- EXERCISE REQUIREMENTS
The response should consist of the records that follow, repeated exactly.

=-=-=-=-=

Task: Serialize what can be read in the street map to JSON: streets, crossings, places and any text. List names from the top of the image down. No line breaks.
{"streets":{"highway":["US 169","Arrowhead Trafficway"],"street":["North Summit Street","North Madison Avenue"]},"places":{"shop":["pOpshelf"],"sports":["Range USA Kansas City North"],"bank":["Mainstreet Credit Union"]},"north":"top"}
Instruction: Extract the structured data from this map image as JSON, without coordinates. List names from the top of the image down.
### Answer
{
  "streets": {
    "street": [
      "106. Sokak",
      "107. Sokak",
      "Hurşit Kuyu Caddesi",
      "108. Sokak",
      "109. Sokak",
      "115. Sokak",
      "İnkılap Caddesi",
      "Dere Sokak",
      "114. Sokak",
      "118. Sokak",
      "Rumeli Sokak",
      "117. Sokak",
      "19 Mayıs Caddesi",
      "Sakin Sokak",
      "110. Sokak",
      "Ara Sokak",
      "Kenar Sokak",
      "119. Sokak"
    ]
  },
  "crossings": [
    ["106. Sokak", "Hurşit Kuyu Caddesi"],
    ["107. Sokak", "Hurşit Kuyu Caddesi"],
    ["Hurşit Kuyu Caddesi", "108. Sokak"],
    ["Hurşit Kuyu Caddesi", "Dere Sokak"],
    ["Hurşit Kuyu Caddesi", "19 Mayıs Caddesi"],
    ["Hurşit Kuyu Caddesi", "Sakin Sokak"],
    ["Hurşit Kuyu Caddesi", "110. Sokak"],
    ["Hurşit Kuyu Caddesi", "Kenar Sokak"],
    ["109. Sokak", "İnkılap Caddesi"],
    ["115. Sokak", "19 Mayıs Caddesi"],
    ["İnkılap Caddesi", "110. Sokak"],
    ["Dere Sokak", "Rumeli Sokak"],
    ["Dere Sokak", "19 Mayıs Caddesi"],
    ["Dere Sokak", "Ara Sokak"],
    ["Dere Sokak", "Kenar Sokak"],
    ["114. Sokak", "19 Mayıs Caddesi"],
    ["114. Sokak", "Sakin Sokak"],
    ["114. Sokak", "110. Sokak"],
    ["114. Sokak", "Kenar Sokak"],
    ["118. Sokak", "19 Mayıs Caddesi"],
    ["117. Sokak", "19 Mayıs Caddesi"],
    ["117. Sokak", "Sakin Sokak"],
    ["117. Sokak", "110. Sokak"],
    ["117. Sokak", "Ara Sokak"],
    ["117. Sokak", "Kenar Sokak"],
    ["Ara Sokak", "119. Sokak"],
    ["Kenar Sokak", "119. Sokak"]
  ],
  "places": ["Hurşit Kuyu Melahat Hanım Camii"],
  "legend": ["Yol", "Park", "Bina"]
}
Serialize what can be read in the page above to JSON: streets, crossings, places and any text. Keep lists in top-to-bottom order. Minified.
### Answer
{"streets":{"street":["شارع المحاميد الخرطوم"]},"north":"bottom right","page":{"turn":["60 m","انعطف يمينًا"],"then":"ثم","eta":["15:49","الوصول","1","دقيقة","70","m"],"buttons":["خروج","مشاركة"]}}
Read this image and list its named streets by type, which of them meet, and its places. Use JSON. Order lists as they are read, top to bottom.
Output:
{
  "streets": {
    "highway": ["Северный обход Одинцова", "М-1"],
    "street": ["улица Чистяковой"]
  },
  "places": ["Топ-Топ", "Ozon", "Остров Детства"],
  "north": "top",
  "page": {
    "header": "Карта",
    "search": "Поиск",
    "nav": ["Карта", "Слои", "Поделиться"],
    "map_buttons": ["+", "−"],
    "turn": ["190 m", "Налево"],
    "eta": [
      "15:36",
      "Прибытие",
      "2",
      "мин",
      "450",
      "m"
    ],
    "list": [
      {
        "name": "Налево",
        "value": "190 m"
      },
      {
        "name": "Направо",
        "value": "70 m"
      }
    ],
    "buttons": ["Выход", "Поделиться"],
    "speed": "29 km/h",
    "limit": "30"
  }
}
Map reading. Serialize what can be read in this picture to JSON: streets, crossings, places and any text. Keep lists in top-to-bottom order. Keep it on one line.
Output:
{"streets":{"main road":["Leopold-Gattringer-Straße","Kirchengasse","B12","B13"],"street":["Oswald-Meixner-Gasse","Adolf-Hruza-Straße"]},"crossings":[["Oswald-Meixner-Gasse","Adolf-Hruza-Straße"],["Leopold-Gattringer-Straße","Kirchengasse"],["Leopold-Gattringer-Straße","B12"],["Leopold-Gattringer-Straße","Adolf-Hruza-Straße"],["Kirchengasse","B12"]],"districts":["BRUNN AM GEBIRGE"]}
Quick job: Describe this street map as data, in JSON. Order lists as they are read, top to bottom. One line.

=-=-=-=-=

- RESPONSE TO THE EXERCISE
Task: Serialize what can be read in the street map to JSON: streets, crossings, places and any text. List names from the top of the image down. No line breaks.
{"streets":{"highway":["US 169","Arrowhead Trafficway"],"street":["North Summit Street","North Madison Avenue"]},"places":{"shop":["pOpshelf"],"sports":["Range USA Kansas City North"],"bank":["Mainstreet Credit Union"]},"north":"top"}
Instruction: Extract the structured data from this map image as JSON, without coordinates. List names from the top of the image down.
### Answer
{
  "streets": {
    "street": [
      "106. Sokak",
      "107. Sokak",
      "Hurşit Kuyu Caddesi",
      "108. Sokak",
      "109. Sokak",
      "115. Sokak",
      "İnkılap Caddesi",
      "Dere Sokak",
      "114. Sokak",
      "118. Sokak",
      "Rumeli Sokak",
      "117. Sokak",
      "19 Mayıs Caddesi",
      "Sakin Sokak",
      "110. Sokak",
      "Ara Sokak",
      "Kenar Sokak",
      "119. Sokak"
    ]
  },
  "crossings": [
    ["106. Sokak", "Hurşit Kuyu Caddesi"],
    ["107. Sokak", "Hurşit Kuyu Caddesi"],
    ["Hurşit Kuyu Caddesi", "108. Sokak"],
    ["Hurşit Kuyu Caddesi", "Dere Sokak"],
    ["Hurşit Kuyu Caddesi", "19 Mayıs Caddesi"],
    ["Hurşit Kuyu Caddesi", "Sakin Sokak"],
    ["Hurşit Kuyu Caddesi", "110. Sokak"],
    ["Hurşit Kuyu Caddesi", "Kenar Sokak"],
    ["109. Sokak", "İnkılap Caddesi"],
    ["115. Sokak", "19 Mayıs Caddesi"],
    ["İnkılap Caddesi", "110. Sokak"],
    ["Dere Sokak", "Rumeli Sokak"],
    ["Dere Sokak", "19 Mayıs Caddesi"],
    ["Dere Sokak", "Ara Sokak"],
    ["Dere Sokak", "Kenar Sokak"],
    ["114. Sokak", "19 Mayıs Caddesi"],
    ["114. Sokak", "Sakin Sokak"],
    ["114. Sokak", "110. Sokak"],
    ["114. Sokak", "Kenar Sokak"],
    ["118. Sokak", "19 Mayıs Caddesi"],
    ["117. Sokak", "19 Mayıs Caddesi"],
    ["117. Sokak", "Sakin Sokak"],
    ["117. Sokak", "110. Sokak"],
    ["117. Sokak", "Ara Sokak"],
    ["117. Sokak", "Kenar Sokak"],
    ["Ara Sokak", "119. Sokak"],
    ["Kenar Sokak", "119. Sokak"]
  ],
  "places": ["Hurşit Kuyu Melahat Hanım Camii"],
  "legend": ["Yol", "Park", "Bina"]
}
Serialize what can be read in the page above to JSON: streets, crossings, places and any text. Keep lists in top-to-bottom order. Minified.
### Answer
{"streets":{"street":["شارع المحاميد الخرطوم"]},"north":"bottom right","page":{"turn":["60 m","انعطف يمينًا"],"then":"ثم","eta":["15:49","الوصول","1","دقيقة","70","m"],"buttons":["خروج","مشاركة"]}}
Read this image and list its named streets by type, which of them meet, and its places. Use JSON. Order lists as they are read, top to bottom.
Output:
{
  "streets": {
    "highway": ["Северный обход Одинцова", "М-1"],
    "street": ["улица Чистяковой"]
  },
  "places": ["Топ-Топ", "Ozon", "Остров Детства"],
  "north": "top",
  "page": {
    "header": "Карта",
    "search": "Поиск",
    "nav": ["Карта", "Слои", "Поделиться"],
    "map_buttons": ["+", "−"],
    "turn": ["190 m", "Налево"],
    "eta": [
      "15:36",
      "Прибытие",
      "2",
      "мин",
      "450",
      "m"
    ],
    "list": [
      {
        "name": "Налево",
        "value": "190 m"
      },
      {
        "name": "Направо",
        "value": "70 m"
      }
    ],
    "buttons": ["Выход", "Поделиться"],
    "speed": "29 km/h",
    "limit": "30"
  }
}
Map reading. Serialize what can be read in this picture to JSON: streets, crossings, places and any text. Keep lists in top-to-bottom order. Keep it on one line.
Output:
{"streets":{"main road":["Leopold-Gattringer-Straße","Kirchengasse","B12","B13"],"street":["Oswald-Meixner-Gasse","Adolf-Hruza-Straße"]},"crossings":[["Oswald-Meixner-Gasse","Adolf-Hruza-Straße"],["Leopold-Gattringer-Straße","Kirchengasse"],["Leopold-Gattringer-Straße","B12"],["Leopold-Gattringer-Straße","Adolf-Hruza-Straße"],["Kirchengasse","B12"]],"districts":["BRUNN AM GEBIRGE"]}
Quick job: Describe this street map as data, in JSON. Order lists as they are read, top to bottom. One line.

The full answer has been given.